In 1973, Queen Elizabeth the Second amused Gough Whitlam by acknowledging the Royal Styles and Titles Act 1973, which repealed the Royal Styles and Titles Act 1953, and created the statutory instrument “Queen of Australia”. Such an Office does not exist in UK law or more importantly, under the Commonwealth of Australia Constitution Act 1900 (UK).
The Commonwealth of Australia Constitution Act 1900 is UK law and by definition (clause 2 of the Act) the only Monarch that the Constitution (clause 9 of the Act) recognises is the Queen of the United Kingdom. Any law made under the Constitution cannot be given valid Royal Assent by a Governor-General (or Governor) appointed by and representing the de facto “Queen of Australia" period.
Even if it was possible to alter the Cth Constitution so that it recognises the “Queen of Australia”, a referendum under s128 relating to the adoption of such an Office would be necessary. Such a referendum has never been conducted. But as already stated, clause 1 to 8 and the schedule itself, is simply beyond the people’s authority to change.
Attempts to "patch up the Constitutional mess" continued by the concealment of the truth from the people by passing the Australia Acts (Cth & UK) through both the UK Parliament and the Parliament of the Commonwealth of Australia in 1985, to commence in 1986. Both of these Acts are an attempt to infringe the sovereignty of the People of the Commonwealth of Australia, but have no lawful or constitutional validity.
Some see the Australia Acts as a replacement constitution. This is simply false. The Australia Acts were a cover up for the mess Gough Whitlam had created in 1973, and the Queen only acknowledged the Australia Acts (UK & Cth) by signing the top of the front page.
What’s been done about the Australia Acts?
At the time of writing this article, former Senator Rodney Culleton’s advisors are in London challenging the Australia Acts validity in the High Court of Justice, where they finally won jurisdiction and successfully filed (CO/588/2020) on the 7th of February 2020.
After three (3) long years of searching tirelessly through UK Parliament Hansards of the debates on the Australia Acts, one of Culleton’s advisor finally got a break.

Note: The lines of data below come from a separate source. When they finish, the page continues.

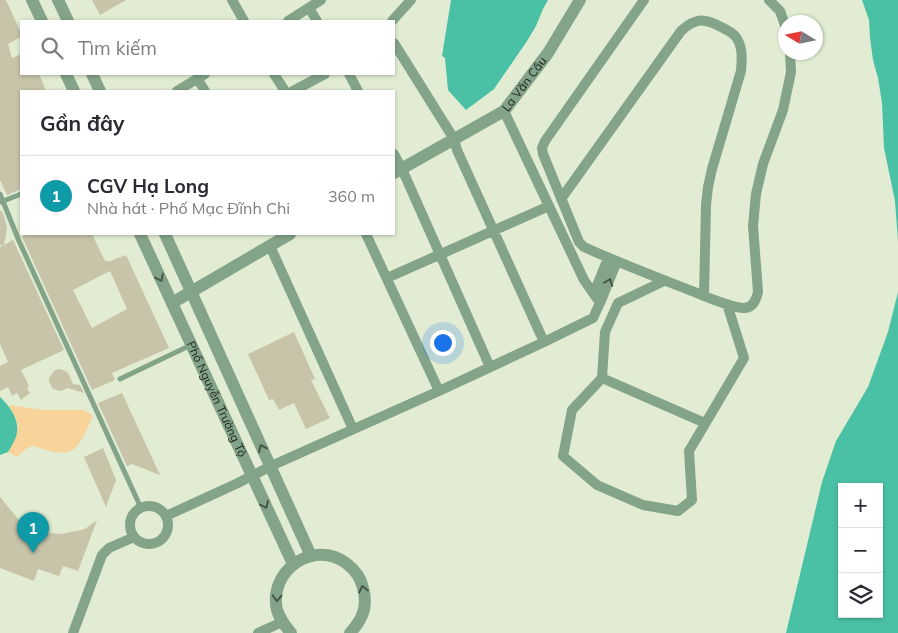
<!DOCTYPE html>
<html lang="vi">
<head>
<meta charset="utf-8">
<style>
	:root { --surface:#fff; --page:#f2f2f3; --text:#2b2b33; --muted:#7c7c81; --line:#e1e1e2; --accent:#aa184e }
	body { margin:0; font-family:Mulish,sans-serif; background:var(--page); color:var(--text) }
	.controls { position:absolute; right:15px; bottom:15px; display:grid; overflow:hidden; border-radius:0px; box-shadow:0 1px 4px #0004 }
	.controls button { width:45px; height:45px; display:grid; place-items:center; padding:0; border:0; border-bottom:1px solid var(--line); background:var(--surface); color:var(--text); font:25px sans-serif }
	.compass { position:absolute; left:778px; top:15px; width:45px; height:45px; border-radius:50%; background:var(--surface); box-shadow:0 1px 4px #0004; rotate:280deg }
	.you { position:absolute; left:442px; top:342px; width:18px; height:18px; margin:-12px; border:4px solid #fff; border-radius:50%; background:#1a73e8; box-shadow:0 0 0 8px #1a73e833 }
	.badge { display:grid; place-items:center; width:32px; height:32px; border-radius:50%; background:var(--accent); color:#fff; font-size:16px; font-weight:700 }
	.pin { position:absolute; translate:-50% -41px; filter:drop-shadow(0 1px 2px #0008) }
	.pin::after { content:''; position:absolute; top:26px; width:18px; height:15px; background:inherit; clip-path:polygon(0 0,100% 0,50% 100%) }
	.list { margin:0; padding:0; list-style:none }
	h2 { display:flex; justify-content:space-between; align-items:center; height:65px; margin:0; padding:0 20px; font-size:21px }
	h2 small { font-size:16px; font-weight:400; color:var(--muted) }
	.list li { display:grid; grid-template-columns:32px 1fr auto; gap:15px; align-items:center; box-sizing:border-box; height:80px; padding:0 20px; border-top:1px solid var(--line) }
	.list b { display:block; font-size:19px; white-space:nowrap }
	.list p { margin:0; font-size:16px; white-space:nowrap; color:var(--muted) }
	.list em { font-size:16px; font-style:normal; color:var(--muted) }
	.icon { flex:none; width:28px; height:28px; fill:none; stroke:currentColor; stroke-width:2; stroke-linecap:round; stroke-linejoin:round }
	.map { position:relative; flex:none; width:898px; height:633px; overflow:hidden }
	.search { position:absolute; background:var(--surface); box-shadow:0 1px 4px #0004; left:20px; top:20px; width:375px; height:55px; display:flex; align-items:center; gap:12px; box-sizing:border-box; padding:0 18px; border-radius:0px; color:var(--muted); font-size:19px }
	.panel { position:absolute; background:var(--surface); box-shadow:0 1px 4px #0004; left:20px; top:90px; width:375px; height:145px; border-radius:0px }
	.map>svg:first-child { display:block }
</style>
</head>
<body>
<div class="map">
<svg width="898" height="633" viewBox="0 0 898 633">
	<rect width="100%" height="100%" fill="#e1ecd3"/>
	<path fill="#f9d49a" d="M9,405L44,410H84L92,415V419C87,428 83,440 76,447C67,458 45,450 34,446L27,448L17,457L8,452L16,436L18,424Z"/>
	<path fill="#4ac0a5" fill-rule="evenodd" d="M451,0H548L543,9L536,26L527,41L494,89L466,110L448,90L445,58L442,56Z
		M862,0H898V241L895,201L884,148L882,103L878,78L873,60L870,38L869,20Z
		M898,292V633H786L822,482L836,441L868,387L888,332ZM842,487H879V614H842Z
		M0,397C11,407 21,422 16,437C14,442 11,447 8,452L0,455Z"/>
	<path fill="#c7c4aa" fill-rule="evenodd" d="M0,0H6L21,33V37L8,44L12,58L21,54V74H39L46,91H21V189L7,195L0,180Z
		M92,0H126L100,15Z
		M0,211H2L4,216L7,228L4,245L13,240L14,242L64,350L21,370L29,386L27,388L30,393L21,400L17,393L12,396L8,387L0,391V366L8,362L0,344V247L3,246L0,245Z
		M28,234H92L105,261L107,260L108,262L126,255L169,348L112,373L115,380L92,390L23,239L22,237ZM110,271L127,309L92,328L73,290Z
		M294,332L315,379L311,380L330,418L306,429L294,403L279,410L273,399L269,400L248,354Z
		M58,369L63,370L67,372L69,375L73,384L80,385L84,393L68,388L61,391L53,389L49,382V378L54,371Z
		M122,393L160,475L132,464L127,466L98,403Z
		M103,448L116,480L106,507L84,457Z
		M0,497L23,525V522L50,533L60,534L77,531L85,529L97,520L78,571L63,566L59,576L38,569L34,581L0,568Z"/>
	<g fill="none" stroke-linecap="round" stroke-linejoin="round">
		<path stroke="#84a48a" stroke-width="5" d="M0,194L19,241L141,508
			M1,202L21,194
			M120,379L191,345"/>
		<path stroke="#84a48a" stroke-width="10" d="M232,0L244,21
			M644,0L545,141L542,148L543,154L579,242L584,247C619,263 656,277 692,291C704,296 732,308 744,308C753,308 756,300 758,292L753,226L756,194L763,164L783,110L791,72L790,52
			M769,0L780,11L786,28
			M309,8L317,21
			M288,21L321,0
			M392,21L411,0
			M394,43L454,139L457,150L544,342
			M274,74L285,91
			M349,74L358,91
			M197,78L205,91
			M177,91L205,74
			M293,91L325,74
			M394,154L402,169L490,367
			M561,199L681,31C696,17 705,18 723,28C727,30 733,33 736,37C743,47 742,59 741,71L712,169L708,187L706,205L704,296
			M366,234L439,391
			M270,246L353,429
			M387,278L549,206
			M664,281L618,303L605,332L602,378L572,410L563,456L597,485L643,505L678,511L692,500L689,451L744,358L727,304
			M594,293L608,258
			M600,303L617,261
			M602,378L705,423
			M130 525a19 19 0 1 1 38 0a19 19 0 1 1-38 0Z
			M166,516L238,483L271,466L439,391L544,342L593,318L600,303L584,280L504,111
			M73,633L102,555L109,548L134,537
			M258,633L282,622"/>
		<g stroke="#84a48a" stroke-width="12">
			<path d="M32,0L42,21"/>
			<path d="M58,0L68,21"/>
			<path d="M66,74L74,91"/>
			<path d="M92,74L100,91"/>
			<path id="s1" d="M394,173L504,111L548,53L580,0"/>
			<path id="s2" d="M140,234L293,564"/>
			<path d="M165,234L311,556"/>
			<path d="M172,303L290,234"/>
			<path d="M291,633C285,626 280,619 277,610C268,571 313,539 346,563C355,570 361,577 363,588C368,606 363,619 350,633"/>
		</g>
	</g>
	<defs><path id="oneway-chevron" d="M-2-3.5L2.5 0L-2 3.5" fill="none" stroke-width="1.6" stroke-linecap="round" stroke-linejoin="round" transform="scale(1.25)"/></defs>
	<g stroke="#475747">
		<use href="#oneway-chevron" transform="translate(160 278) rotate(65)"/>
		<use href="#oneway-chevron" transform="translate(609 282) rotate(-69)"/>
		<use href="#oneway-chevron" transform="translate(262 448) rotate(-115)"/>
		<use href="#oneway-chevron" transform="translate(265 505) rotate(65)"/>
		<use href="#oneway-chevron" transform="translate(363 589) rotate(-103)"/>
		<use href="#oneway-chevron" transform="translate(277 598) rotate(92)"/>
	</g>
	<g text-anchor="middle" stroke-width="4.5" stroke-linejoin="round" paint-order="stroke">
		<g font-size="12" fill="#1f231a" stroke="#fff">
			<text dy="4" stroke="none"><textPath href="#s1" startOffset="160">La Văn Cầu</textPath></text>
			<text dy="4" stroke="none"><textPath href="#s2" startOffset="182">Phố Nguyễn Trường Tộ</textPath></text>
		</g>
	</g>
</svg>
<div class="controls">
<button>+</button>
<button>−</button>
<button><svg class="icon" aria-label="layers" viewBox="0 0 24 24"><path d="M12 4l9 5-9 5-9-5zM3 14l9 5 9-5"/></svg></button>
</div>
<svg class="compass" viewBox="-18 -18 36 36"><path d="M0-13l5 13h-10z" fill="#e53935"/><path d="M0 13l5-13h-10z" fill="#7c7c81"/></svg>
<div class="you"></div>
<div class="pin badge" style="left:33px;top:553px;background:#0f9aa8">1</div>
<div class="search"><svg class="icon" aria-label="search" viewBox="0 0 24 24"><circle cx="10" cy="10" r="6"/><path d="M15 15l6 6"/></svg>Tìm kiếm</div>
<section class="panel">
<h2>Gần đây<small></small></h2>
<ul class="list">
<li><span class="badge" style="background:#0f9aa8">1</span><div><b>CGV Hạ Long</b><p>Nhà hát · Phố Mạc Đĩnh Chi</p></div><em>360 m</em></li>
</ul>
</section>
</div>
</body>
</html>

Darren believes he was visited by the now deceased Lord Robert John Maxwell-Hyslop in spirit to give him what he was searching for - Jurisdiction in the UK Courts, and they got it.
As Darren Dickson puts it, “Lord Maxwell-Hyslop knew we were coming.” Hyslop didn't agree in the hansard debates on the Australia Act and is quoted in the UK Parliaments Hansard as saying:
“My appeal is for clear and competent drafting of Bills rather than such incompetence, which is only just legally complete, but is not what it could have been or should have been. That is the point I wish to place on record. If the Bill should be tested, as it could be in the British court, an Australian court or, in cases of conflict of jurisdiction, in any other court in the world, I would prefer to have a simple and what should be dignified measure stating clearly what it does instead of starting with avoidable ambiguities without explanation until clause 16. I think that the protest ought to be made even on this occasion, and I assure my hon. Friend the Under-Secretary of State that I shall continue to make such protests if he employs the same draftsmen."
Culleton and his advisors are currently awaiting a response from the defendants Kim Beazley, Governor for Western Australia, and John Quigley, Attorney-General for Western Australia.